** Given material follows **

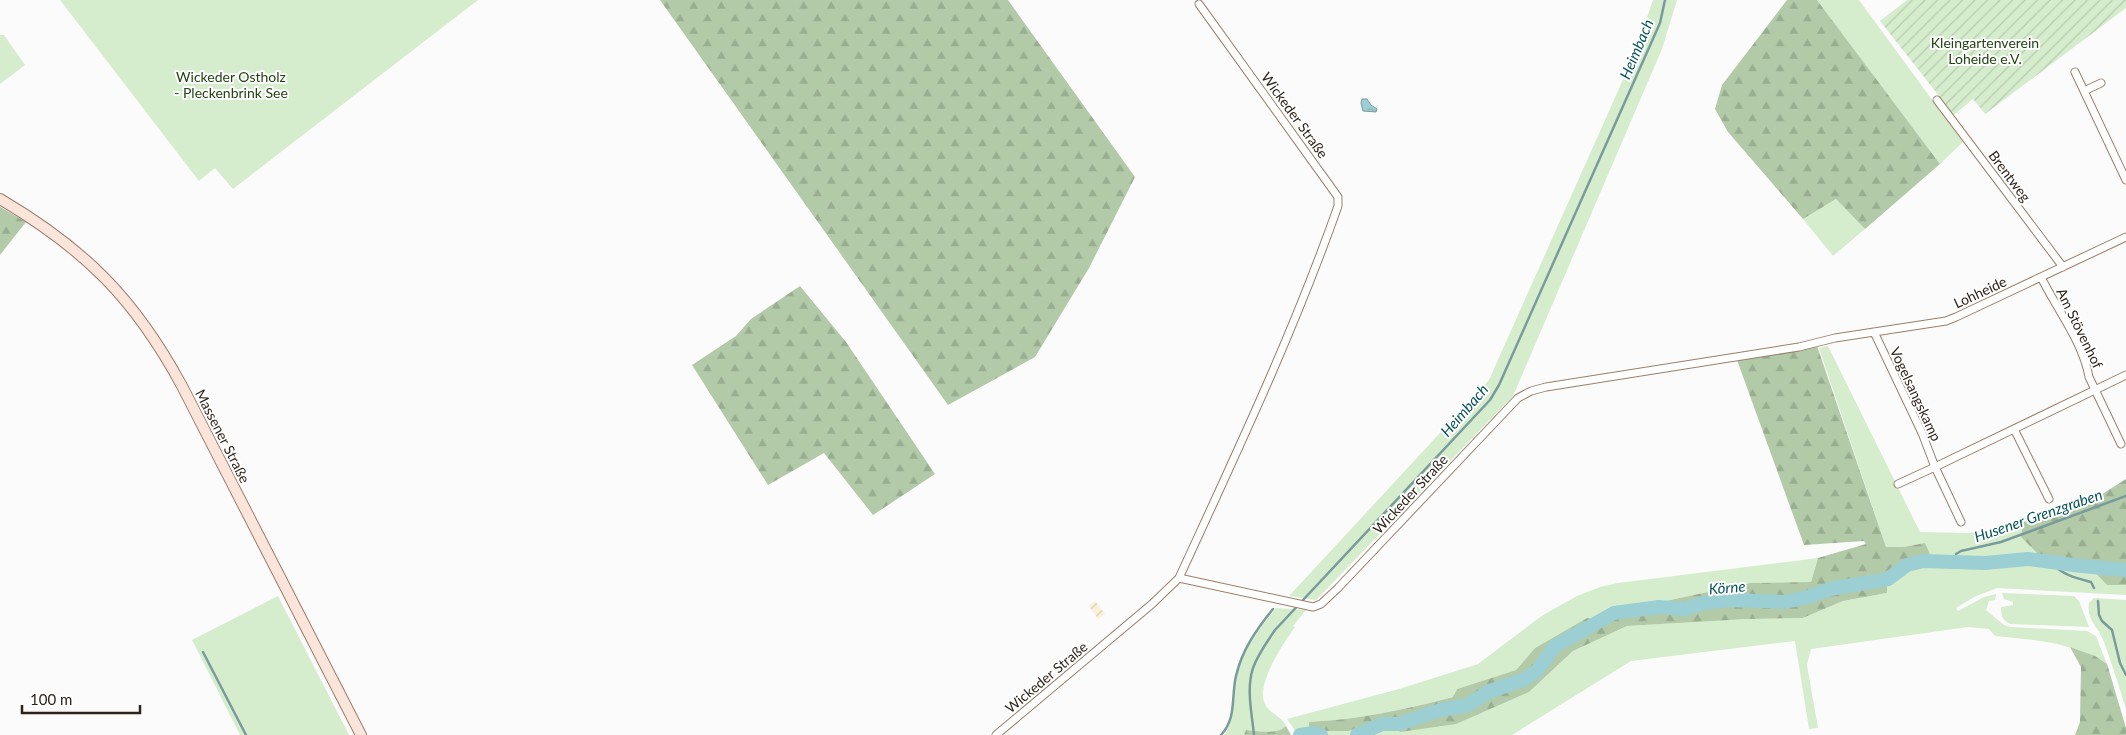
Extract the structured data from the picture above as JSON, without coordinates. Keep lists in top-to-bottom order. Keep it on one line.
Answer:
{"streets":{"main road":["Massener Straße"],"street":["Wickeder Straße","Brentweg","Lohheide","Am Stövenhof","Vogelsangskamp"]},"crossings":[["Wickeder Straße","Lohheide"],["Brentweg","Lohheide"],["Lohheide","Am Stövenhof"],["Lohheide","Vogelsangskamp"]],"water":["Heimbach","Husener Grenzgraben","Körne"],"parks":["Kleingartenverein Loheide e.V.","Wickeder Ostholz - Pleckenbrink See"],"scale_bar":"100 m"}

** End of Given material **

Apart from the pictures, all of the data must be duplicated exactly as shown above.

Extract the structured data from the picture above as JSON, without coordinates. Keep lists in top-to-bottom order. Keep it on one line.
Answer:
{"streets":{"main road":["Massener Straße"],"street":["Wickeder Straße","Brentweg","Lohheide","Am Stövenhof","Vogelsangskamp"]},"crossings":[["Wickeder Straße","Lohheide"],["Brentweg","Lohheide"],["Lohheide","Am Stövenhof"],["Lohheide","Vogelsangskamp"]],"water":["Heimbach","Husener Grenzgraben","Körne"],"parks":["Kleingartenverein Loheide e.V.","Wickeder Ostholz - Pleckenbrink See"],"scale_bar":"100 m"}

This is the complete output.